What is being asked: Once the line with "height:12px; margin:-6px; padding:0" is found in the entries below, print it and each following line exactly, stopping after the line with "width:16px; height:16px; translate:-50%"; print nothing else.

+++ Extracted information +++

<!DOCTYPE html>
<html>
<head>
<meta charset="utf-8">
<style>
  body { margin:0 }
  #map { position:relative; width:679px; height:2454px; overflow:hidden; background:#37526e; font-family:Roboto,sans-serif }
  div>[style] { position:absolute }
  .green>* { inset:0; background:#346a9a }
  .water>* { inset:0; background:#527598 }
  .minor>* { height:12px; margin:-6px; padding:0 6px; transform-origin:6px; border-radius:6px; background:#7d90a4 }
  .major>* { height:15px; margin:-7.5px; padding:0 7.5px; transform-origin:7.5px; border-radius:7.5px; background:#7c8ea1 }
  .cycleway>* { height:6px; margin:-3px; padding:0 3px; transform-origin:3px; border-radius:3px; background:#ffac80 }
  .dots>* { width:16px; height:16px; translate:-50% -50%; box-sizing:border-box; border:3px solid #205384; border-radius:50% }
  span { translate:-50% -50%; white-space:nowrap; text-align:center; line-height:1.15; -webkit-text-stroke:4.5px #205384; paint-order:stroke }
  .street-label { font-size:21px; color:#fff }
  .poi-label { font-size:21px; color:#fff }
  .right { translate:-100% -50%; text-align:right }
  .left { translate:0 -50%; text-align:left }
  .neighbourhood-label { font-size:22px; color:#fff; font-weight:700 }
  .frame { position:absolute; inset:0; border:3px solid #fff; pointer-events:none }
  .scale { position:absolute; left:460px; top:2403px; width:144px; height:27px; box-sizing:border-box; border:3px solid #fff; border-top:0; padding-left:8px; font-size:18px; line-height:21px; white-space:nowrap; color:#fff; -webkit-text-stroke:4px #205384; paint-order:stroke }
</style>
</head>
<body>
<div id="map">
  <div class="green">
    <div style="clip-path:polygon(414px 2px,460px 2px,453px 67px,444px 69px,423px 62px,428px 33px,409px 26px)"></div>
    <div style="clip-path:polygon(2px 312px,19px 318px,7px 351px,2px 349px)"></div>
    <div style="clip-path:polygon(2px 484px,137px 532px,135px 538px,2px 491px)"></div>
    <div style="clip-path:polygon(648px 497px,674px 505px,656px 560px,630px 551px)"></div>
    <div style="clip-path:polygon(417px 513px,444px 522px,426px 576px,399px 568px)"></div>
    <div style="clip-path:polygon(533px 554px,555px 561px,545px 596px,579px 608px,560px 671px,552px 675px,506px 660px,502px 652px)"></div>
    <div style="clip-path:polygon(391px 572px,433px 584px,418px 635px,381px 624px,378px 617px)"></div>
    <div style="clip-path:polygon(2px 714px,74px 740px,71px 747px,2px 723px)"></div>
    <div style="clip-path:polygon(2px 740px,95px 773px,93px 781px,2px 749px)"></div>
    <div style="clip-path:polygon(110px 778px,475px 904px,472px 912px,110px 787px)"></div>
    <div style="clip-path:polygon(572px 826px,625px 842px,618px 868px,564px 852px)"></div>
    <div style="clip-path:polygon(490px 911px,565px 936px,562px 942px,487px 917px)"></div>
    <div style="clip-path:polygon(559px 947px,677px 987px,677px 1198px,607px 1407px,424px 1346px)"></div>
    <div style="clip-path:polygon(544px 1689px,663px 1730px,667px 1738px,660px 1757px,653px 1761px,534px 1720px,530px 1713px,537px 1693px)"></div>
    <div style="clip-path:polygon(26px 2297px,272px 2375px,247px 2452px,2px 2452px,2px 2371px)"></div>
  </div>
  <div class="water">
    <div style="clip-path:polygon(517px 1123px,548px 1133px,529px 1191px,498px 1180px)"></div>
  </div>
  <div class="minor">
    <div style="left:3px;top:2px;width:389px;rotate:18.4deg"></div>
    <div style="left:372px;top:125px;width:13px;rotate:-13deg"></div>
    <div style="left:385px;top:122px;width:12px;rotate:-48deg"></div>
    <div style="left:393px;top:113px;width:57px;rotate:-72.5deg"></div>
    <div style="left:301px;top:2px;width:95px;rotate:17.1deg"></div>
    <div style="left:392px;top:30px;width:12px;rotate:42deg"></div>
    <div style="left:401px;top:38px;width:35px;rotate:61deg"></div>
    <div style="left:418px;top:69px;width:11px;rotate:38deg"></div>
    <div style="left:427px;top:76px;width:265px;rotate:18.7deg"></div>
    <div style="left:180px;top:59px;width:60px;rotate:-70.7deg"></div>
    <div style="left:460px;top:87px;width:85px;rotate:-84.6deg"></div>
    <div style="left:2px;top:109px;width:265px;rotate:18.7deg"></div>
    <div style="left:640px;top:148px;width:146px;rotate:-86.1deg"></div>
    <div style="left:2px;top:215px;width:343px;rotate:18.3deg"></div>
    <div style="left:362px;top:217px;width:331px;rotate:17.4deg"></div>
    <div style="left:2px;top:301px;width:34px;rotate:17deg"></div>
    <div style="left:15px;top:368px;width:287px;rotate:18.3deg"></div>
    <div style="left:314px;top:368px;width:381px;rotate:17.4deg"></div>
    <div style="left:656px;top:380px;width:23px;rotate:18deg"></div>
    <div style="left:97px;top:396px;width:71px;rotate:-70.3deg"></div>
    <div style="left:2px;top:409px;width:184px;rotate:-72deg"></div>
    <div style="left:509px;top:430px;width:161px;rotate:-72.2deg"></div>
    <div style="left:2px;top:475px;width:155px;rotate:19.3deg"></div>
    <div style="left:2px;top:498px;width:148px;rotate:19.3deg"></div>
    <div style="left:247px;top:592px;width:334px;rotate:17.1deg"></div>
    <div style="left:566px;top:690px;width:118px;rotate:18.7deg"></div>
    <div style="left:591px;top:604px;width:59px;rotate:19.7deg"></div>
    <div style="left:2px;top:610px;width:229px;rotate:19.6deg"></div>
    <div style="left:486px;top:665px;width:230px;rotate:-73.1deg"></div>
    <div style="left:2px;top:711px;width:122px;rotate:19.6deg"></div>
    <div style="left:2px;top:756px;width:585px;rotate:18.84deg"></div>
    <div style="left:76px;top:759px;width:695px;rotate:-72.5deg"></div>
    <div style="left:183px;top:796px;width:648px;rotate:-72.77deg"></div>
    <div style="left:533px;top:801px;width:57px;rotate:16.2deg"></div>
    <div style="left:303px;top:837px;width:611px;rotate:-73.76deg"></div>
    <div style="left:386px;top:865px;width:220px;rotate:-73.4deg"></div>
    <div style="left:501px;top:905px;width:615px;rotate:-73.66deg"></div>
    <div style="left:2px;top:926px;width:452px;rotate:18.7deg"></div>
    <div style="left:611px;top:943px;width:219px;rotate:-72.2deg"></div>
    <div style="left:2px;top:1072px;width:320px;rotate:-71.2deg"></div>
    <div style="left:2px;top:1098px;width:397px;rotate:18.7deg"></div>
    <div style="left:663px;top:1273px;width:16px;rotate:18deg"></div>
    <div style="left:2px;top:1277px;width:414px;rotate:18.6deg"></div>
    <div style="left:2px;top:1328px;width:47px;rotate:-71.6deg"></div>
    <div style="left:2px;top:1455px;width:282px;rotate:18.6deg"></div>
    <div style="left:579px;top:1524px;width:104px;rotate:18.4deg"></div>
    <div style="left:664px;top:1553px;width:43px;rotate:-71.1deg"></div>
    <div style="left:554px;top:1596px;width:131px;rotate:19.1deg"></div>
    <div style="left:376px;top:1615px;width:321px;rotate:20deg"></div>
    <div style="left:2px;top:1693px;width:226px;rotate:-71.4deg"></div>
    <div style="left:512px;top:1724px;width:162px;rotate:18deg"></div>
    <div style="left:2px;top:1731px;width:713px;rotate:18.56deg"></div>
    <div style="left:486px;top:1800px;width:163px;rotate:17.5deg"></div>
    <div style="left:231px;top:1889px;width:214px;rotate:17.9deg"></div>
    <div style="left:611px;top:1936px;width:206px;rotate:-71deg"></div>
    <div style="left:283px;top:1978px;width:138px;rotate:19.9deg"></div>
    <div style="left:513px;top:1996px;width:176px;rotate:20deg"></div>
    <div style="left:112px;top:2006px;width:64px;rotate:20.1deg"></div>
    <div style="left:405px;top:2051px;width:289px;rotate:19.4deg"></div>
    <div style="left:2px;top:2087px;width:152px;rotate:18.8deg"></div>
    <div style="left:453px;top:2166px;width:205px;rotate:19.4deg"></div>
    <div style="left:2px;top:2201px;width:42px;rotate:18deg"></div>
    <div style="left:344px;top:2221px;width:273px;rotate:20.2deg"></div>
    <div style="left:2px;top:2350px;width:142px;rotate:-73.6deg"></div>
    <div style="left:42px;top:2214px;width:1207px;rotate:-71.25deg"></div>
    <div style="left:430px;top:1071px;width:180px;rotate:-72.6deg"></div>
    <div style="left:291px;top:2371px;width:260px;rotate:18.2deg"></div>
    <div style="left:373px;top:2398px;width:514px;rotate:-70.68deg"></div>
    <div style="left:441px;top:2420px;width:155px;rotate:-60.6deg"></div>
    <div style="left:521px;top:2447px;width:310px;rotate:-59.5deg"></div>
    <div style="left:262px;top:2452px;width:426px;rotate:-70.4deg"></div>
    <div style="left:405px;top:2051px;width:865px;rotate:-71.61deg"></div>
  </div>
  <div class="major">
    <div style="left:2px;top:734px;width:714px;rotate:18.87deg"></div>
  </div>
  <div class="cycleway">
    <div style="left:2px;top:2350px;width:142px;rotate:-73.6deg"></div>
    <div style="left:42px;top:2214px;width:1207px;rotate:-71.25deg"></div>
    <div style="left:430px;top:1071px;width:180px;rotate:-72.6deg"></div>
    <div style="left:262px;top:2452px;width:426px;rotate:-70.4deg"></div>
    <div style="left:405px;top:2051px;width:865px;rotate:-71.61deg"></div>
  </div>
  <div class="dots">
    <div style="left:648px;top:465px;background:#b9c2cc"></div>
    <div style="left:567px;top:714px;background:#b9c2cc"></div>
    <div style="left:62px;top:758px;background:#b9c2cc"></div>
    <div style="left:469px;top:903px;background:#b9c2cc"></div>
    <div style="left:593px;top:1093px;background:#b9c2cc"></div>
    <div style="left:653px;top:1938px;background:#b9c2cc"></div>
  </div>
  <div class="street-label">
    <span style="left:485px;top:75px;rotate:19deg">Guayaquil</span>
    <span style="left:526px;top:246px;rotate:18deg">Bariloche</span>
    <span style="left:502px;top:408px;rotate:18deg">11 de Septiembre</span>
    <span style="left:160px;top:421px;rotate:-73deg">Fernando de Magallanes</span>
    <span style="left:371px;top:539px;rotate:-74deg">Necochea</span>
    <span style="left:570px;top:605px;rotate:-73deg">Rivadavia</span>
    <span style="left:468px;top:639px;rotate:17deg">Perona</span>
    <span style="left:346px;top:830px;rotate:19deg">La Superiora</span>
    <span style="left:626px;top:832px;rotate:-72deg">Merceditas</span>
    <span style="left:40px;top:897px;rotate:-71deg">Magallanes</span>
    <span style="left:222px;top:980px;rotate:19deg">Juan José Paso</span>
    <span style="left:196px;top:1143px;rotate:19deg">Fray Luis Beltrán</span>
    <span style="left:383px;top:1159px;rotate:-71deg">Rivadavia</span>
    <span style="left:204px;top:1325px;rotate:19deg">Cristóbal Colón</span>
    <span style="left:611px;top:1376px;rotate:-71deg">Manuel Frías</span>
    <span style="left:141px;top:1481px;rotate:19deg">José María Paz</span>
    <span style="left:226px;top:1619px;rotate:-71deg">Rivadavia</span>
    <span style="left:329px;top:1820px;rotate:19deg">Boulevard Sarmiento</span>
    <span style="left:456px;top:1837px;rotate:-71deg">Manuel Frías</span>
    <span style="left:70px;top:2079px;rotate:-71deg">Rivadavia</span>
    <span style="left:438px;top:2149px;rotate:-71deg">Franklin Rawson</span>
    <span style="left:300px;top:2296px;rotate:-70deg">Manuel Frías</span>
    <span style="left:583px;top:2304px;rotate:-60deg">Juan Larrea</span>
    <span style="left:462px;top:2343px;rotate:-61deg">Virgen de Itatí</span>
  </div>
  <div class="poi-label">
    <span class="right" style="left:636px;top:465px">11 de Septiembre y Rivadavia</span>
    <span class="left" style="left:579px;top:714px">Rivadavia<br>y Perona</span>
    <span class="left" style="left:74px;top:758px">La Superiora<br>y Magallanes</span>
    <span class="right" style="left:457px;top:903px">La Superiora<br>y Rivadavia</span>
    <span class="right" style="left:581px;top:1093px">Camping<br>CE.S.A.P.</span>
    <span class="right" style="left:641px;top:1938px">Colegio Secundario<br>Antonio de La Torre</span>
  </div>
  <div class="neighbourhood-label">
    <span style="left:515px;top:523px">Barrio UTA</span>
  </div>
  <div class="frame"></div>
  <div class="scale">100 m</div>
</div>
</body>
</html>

+++

Response:
  .minor>* { height:12px; margin:-6px; padding:0 6px; transform-origin:6px; border-radius:6px; background:#7d90a4 }
  .major>* { height:15px; margin:-7.5px; padding:0 7.5px; transform-origin:7.5px; border-radius:7.5px; background:#7c8ea1 }
  .cycleway>* { height:6px; margin:-3px; padding:0 3px; transform-origin:3px; border-radius:3px; background:#ffac80 }
  .dots>* { width:16px; height:16px; translate:-50% -50%; box-sizing:border-box; border:3px solid #205384; border-radius:50% }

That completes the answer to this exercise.